Reprint the lines below as they are, minus the pictures.

■ **Information shown**:
┄┄┄┄┄┄┄┄┄┄
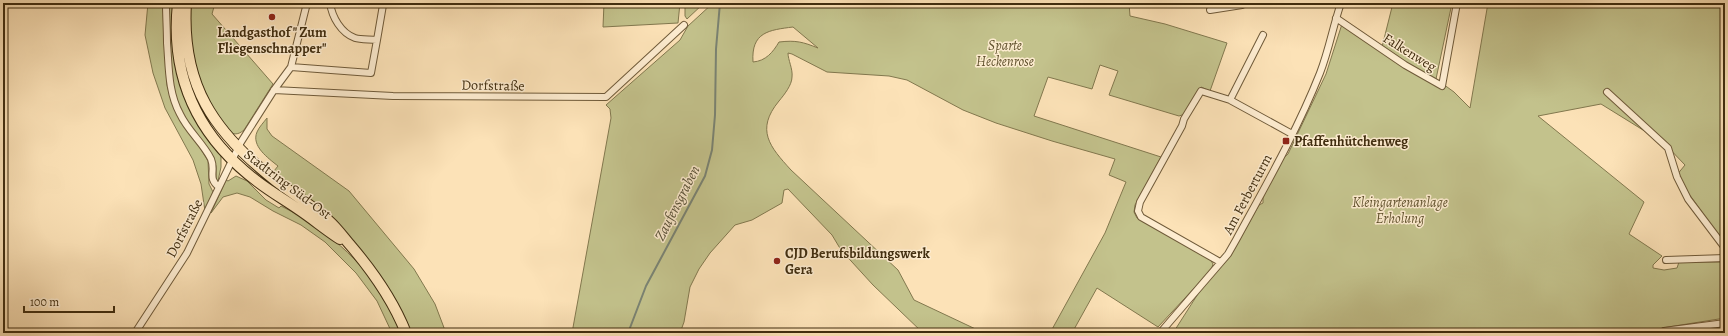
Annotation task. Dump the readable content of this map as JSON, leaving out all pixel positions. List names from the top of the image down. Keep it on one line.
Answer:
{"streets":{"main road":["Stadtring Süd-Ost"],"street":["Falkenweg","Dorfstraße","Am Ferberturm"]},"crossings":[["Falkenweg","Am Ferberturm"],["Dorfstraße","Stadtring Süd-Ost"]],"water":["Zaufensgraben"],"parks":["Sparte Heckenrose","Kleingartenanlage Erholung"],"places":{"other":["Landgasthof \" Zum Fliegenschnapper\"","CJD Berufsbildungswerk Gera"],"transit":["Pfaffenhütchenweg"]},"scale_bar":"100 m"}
┄┄┄┄┄┄┄┄┄┄
■ **Solution to the exercise**:
Annotation task. Dump the readable content of this map as JSON, leaving out all pixel positions. List names from the top of the image down. Keep it on one line.
Answer:
{"streets":{"main road":["Stadtring Süd-Ost"],"street":["Falkenweg","Dorfstraße","Am Ferberturm"]},"crossings":[["Falkenweg","Am Ferberturm"],["Dorfstraße","Stadtring Süd-Ost"]],"water":["Zaufensgraben"],"parks":["Sparte Heckenrose","Kleingartenanlage Erholung"],"places":{"other":["Landgasthof \" Zum Fliegenschnapper\"","CJD Berufsbildungswerk Gera"],"transit":["Pfaffenhütchenweg"]},"scale_bar":"100 m"}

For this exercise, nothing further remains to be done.